Test Your Understanding

Q1. What is the most core characteristic of the 'Multi-Agent AI' system described in the article?

It is a single supercomputer operating independently without an internet connection.
Multiple AIs, each with their assigned tasks, communicate and collaborate in real-time to solve complex problems.
It is a technology that directly scans a person's brainwaves to read the user's thoughts.

Multi-agent AI refers to a system where, rather than one brilliant AI handling everything, dozens to thousands of AIs with their own expertise communicate and collaborate over a network.

Q2. Which of the following best compares the 'Prompt Infection' phenomenon to daily life?

A situation where an employee opens an email containing a malicious virus from outside, mistakes it for normal work instructions, and forwards it to other departments, infecting the entire company.
A situation where a thief sneaks into an empty house and physically steals a computer's hard disk.
A situation where someone successfully logs in because the user set a password that is too easy.

Prompt infection refers to a phenomenon where a malicious command (prompt) is injected into one AI and then autonomously spreads like a contagious disease to other collaborating AIs communicating with it.

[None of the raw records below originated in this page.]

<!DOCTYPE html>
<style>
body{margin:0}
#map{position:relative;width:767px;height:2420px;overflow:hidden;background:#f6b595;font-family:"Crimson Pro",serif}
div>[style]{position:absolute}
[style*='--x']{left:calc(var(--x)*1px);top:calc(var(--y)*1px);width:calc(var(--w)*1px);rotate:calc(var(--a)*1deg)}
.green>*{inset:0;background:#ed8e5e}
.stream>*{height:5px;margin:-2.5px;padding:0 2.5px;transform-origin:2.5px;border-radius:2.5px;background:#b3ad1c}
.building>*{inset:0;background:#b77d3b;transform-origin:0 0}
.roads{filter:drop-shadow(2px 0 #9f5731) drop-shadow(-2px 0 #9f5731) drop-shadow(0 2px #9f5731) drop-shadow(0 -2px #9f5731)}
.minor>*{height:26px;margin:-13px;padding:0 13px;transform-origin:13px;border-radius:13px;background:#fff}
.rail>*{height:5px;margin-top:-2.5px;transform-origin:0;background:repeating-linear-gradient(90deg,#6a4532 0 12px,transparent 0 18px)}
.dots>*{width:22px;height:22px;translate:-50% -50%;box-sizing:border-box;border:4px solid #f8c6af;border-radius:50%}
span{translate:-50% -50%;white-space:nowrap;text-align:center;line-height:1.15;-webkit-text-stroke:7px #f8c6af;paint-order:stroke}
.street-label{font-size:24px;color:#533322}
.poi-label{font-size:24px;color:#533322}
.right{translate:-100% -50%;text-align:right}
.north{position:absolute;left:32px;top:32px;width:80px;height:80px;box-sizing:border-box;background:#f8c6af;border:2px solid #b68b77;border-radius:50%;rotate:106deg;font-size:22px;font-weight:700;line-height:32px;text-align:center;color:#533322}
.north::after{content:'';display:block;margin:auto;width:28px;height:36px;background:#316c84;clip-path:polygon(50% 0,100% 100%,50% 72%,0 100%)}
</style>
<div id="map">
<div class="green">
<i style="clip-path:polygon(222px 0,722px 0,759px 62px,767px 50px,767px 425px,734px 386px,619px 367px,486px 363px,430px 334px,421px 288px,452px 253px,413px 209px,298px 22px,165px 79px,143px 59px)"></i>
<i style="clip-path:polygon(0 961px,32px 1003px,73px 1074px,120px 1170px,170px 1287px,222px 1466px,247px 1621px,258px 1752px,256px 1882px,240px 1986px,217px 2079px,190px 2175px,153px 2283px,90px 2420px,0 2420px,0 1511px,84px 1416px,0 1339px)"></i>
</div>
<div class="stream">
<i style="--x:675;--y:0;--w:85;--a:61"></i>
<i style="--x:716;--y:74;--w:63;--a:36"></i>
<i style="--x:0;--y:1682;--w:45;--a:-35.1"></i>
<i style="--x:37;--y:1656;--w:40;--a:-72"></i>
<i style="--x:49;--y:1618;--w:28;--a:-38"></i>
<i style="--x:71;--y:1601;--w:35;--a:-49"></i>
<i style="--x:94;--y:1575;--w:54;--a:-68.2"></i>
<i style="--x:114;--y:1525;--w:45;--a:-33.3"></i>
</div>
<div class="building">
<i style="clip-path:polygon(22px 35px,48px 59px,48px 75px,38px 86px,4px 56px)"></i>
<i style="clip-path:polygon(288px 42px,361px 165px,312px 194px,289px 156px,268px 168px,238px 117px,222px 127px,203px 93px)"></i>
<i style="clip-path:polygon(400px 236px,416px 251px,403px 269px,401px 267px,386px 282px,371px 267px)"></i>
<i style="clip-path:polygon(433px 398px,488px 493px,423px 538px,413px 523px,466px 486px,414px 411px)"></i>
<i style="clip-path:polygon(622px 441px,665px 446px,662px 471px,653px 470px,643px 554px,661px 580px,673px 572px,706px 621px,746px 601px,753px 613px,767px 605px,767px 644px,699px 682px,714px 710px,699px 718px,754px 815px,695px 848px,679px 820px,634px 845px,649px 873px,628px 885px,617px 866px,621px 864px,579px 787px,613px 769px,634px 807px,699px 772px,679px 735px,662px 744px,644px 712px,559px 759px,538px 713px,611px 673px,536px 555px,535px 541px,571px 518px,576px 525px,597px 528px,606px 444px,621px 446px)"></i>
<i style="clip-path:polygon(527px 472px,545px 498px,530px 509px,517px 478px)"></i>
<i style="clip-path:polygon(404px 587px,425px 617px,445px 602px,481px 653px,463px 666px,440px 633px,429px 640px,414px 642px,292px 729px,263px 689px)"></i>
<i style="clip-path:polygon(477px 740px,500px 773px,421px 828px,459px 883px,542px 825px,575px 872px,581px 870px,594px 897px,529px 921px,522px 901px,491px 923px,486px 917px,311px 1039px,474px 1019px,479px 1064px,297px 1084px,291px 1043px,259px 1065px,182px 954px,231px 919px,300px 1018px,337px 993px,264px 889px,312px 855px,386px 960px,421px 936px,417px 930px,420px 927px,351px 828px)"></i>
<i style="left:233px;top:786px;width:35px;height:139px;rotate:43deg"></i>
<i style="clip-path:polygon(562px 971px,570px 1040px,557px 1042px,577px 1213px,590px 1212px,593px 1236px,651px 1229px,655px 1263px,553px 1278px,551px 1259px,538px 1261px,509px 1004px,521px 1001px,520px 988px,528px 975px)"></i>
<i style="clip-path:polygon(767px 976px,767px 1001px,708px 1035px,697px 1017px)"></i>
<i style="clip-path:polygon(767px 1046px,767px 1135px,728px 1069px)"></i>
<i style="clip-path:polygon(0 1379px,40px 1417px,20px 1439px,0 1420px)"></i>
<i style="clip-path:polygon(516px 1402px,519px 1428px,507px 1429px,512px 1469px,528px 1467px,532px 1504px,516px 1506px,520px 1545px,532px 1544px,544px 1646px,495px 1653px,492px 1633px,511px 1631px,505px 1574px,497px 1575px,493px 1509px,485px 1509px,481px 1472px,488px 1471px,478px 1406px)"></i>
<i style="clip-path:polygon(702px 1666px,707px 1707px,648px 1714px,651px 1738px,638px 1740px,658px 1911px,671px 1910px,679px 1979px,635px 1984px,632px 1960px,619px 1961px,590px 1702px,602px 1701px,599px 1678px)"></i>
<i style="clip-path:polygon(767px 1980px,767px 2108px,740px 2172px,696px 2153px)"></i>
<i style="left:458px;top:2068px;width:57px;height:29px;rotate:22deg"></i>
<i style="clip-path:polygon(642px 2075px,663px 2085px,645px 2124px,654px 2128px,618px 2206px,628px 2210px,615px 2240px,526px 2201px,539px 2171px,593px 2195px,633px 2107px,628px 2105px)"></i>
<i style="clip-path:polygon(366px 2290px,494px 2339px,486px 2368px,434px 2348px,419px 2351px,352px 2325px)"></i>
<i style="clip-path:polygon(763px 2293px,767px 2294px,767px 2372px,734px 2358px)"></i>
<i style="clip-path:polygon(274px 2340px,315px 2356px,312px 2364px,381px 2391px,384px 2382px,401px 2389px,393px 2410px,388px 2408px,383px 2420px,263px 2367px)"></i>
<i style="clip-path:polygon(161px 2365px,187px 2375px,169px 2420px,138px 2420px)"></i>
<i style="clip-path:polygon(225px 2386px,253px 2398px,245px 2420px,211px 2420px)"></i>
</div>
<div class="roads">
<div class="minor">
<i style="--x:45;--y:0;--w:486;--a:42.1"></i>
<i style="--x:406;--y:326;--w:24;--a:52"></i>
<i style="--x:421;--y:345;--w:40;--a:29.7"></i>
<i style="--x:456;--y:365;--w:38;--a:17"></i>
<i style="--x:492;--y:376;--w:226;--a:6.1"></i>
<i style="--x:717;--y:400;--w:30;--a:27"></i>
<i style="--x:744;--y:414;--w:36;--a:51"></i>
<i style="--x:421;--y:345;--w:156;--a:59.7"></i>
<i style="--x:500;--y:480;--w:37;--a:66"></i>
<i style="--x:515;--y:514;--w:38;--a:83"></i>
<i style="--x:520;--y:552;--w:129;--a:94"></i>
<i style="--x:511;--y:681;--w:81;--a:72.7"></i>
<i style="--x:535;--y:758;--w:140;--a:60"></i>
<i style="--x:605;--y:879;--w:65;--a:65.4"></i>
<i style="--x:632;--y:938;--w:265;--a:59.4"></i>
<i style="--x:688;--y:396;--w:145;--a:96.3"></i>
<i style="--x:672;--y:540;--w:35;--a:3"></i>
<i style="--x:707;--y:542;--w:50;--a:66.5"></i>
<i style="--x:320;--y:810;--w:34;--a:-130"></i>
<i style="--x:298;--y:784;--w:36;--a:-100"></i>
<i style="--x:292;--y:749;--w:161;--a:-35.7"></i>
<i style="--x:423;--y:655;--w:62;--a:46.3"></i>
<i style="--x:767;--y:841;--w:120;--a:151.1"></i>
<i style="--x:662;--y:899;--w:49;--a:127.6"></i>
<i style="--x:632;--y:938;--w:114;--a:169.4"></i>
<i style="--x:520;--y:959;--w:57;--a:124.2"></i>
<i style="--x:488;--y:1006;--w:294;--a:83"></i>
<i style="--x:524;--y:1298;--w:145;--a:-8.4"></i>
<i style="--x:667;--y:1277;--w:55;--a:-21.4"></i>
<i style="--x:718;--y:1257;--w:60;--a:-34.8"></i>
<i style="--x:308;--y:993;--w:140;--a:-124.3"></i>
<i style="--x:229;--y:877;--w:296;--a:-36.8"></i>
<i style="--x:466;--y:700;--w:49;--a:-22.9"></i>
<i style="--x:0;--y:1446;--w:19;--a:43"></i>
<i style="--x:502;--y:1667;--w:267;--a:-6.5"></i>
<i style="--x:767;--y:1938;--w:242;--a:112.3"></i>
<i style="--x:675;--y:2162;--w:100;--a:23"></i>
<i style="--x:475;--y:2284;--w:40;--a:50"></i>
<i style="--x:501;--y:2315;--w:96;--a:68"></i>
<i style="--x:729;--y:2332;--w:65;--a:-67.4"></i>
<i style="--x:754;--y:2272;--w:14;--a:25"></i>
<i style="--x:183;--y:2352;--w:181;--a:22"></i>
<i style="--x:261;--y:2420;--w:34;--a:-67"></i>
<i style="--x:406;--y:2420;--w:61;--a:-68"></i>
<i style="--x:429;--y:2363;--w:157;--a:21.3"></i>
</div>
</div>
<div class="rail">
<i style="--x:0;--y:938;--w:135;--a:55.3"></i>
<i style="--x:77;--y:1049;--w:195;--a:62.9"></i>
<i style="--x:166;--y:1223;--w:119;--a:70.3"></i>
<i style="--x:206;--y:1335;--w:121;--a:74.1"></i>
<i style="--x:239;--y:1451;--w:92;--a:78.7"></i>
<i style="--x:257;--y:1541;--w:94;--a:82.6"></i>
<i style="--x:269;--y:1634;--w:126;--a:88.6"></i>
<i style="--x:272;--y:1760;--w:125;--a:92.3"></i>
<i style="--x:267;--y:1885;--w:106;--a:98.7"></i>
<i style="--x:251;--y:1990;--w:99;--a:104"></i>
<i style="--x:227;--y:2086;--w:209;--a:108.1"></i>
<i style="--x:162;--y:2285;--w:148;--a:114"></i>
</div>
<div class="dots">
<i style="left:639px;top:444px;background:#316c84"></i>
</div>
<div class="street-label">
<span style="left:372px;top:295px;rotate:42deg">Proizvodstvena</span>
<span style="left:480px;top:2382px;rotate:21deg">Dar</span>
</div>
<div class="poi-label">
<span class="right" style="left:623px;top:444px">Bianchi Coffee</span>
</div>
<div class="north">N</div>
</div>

Q3. According to Microsoft security experts, what is the biggest reason why companies should not build AI security systems perfectly tailored to a specific AI model (e.g., version 1.0 of a certain company's model)?

Because security systems tailored to a specific model consume too much electricity.
Because new AI models are continuously released at least every 6 months, rendering defense systems tailored to older models quickly obsolete.
Because creating multiple security systems is more advantageous for corporate tax deductions.

Because the pace of technological advancement in AI models is very fast, security systems dependent on a model that updates every 6 months lead to the inefficiency of having to be constantly rebuilt.